* AIM OF THE EXERCISE
Nothing in the entries may change when you repeat them, and no images may appear.

* RECORDED INFORMATION

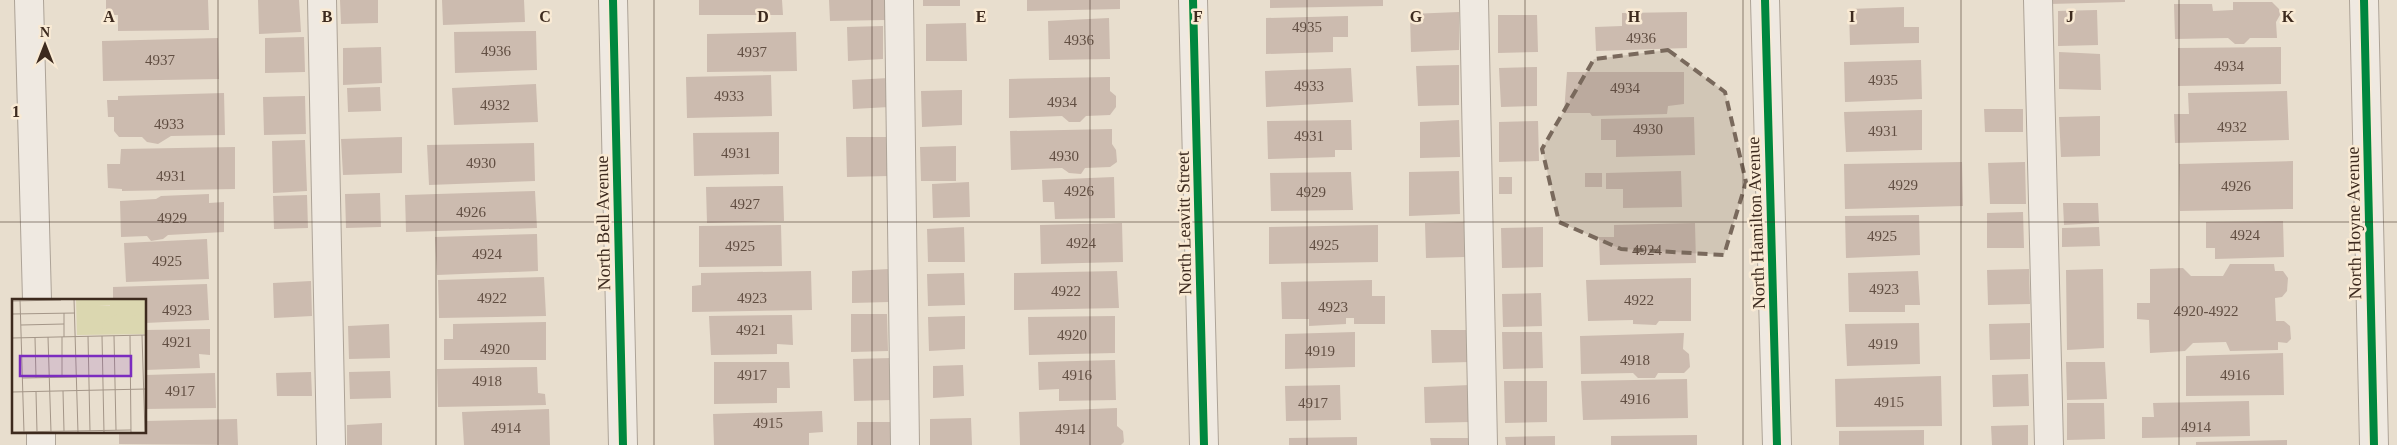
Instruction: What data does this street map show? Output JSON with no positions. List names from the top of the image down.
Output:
{
  "streets": {
    "street": [
      "North Bell Avenue",
      "North Leavitt Street",
      "North Hamilton Avenue",
      "North Hoyne Avenue"
    ]
  },
  "house_numbers": [
    "4935",
    "4936",
    "4936",
    "4936",
    "4937",
    "4937",
    "4934",
    "4935",
    "4933",
    "4934",
    "4933",
    "4934",
    "4932",
    "4933",
    "4932",
    "4930",
    "4931",
    "4931",
    "4931",
    "4930",
    "4930",
    "4931",
    "4929",
    "4926",
    "4926",
    "4929",
    "4927",
    "4926",
    "4929",
    "4924",
    "4925",
    "4924",
    "4925",
    "4925",
    "4924",
    "4924",
    "4925",
    "4923",
    "4922",
    "4922",
    "4923",
    "4922",
    "4923",
    "4923",
    "4920-4922",
    "4921",
    "4920",
    "4921",
    "4919",
    "4920",
    "4919",
    "4918",
    "4917",
    "4916",
    "4916",
    "4918",
    "4917",
    "4916",
    "4915",
    "4917",
    "4915",
    "4914",
    "4914",
    "4914"
  ],
  "north": "top",
  "grid": {
    "columns": [
      "A",
      "B",
      "C",
      "D",
      "E",
      "F",
      "G",
      "H",
      "I",
      "J",
      "K"
    ],
    "rows": ["1"]
  }
}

* ANSWER FOR THIS EXERCISE
Instruction: What data does this street map show? Output JSON with no positions. List names from the top of the image down.
Output:
{
  "streets": {
    "street": [
      "North Bell Avenue",
      "North Leavitt Street",
      "North Hamilton Avenue",
      "North Hoyne Avenue"
    ]
  },
  "house_numbers": [
    "4935",
    "4936",
    "4936",
    "4936",
    "4937",
    "4937",
    "4934",
    "4935",
    "4933",
    "4934",
    "4933",
    "4934",
    "4932",
    "4933",
    "4932",
    "4930",
    "4931",
    "4931",
    "4931",
    "4930",
    "4930",
    "4931",
    "4929",
    "4926",
    "4926",
    "4929",
    "4927",
    "4926",
    "4929",
    "4924",
    "4925",
    "4924",
    "4925",
    "4925",
    "4924",
    "4924",
    "4925",
    "4923",
    "4922",
    "4922",
    "4923",
    "4922",
    "4923",
    "4923",
    "4920-4922",
    "4921",
    "4920",
    "4921",
    "4919",
    "4920",
    "4919",
    "4918",
    "4917",
    "4916",
    "4916",
    "4918",
    "4917",
    "4916",
    "4915",
    "4917",
    "4915",
    "4914",
    "4914",
    "4914"
  ],
  "north": "top",
  "grid": {
    "columns": [
      "A",
      "B",
      "C",
      "D",
      "E",
      "F",
      "G",
      "H",
      "I",
      "J",
      "K"
    ],
    "rows": ["1"]
  }
}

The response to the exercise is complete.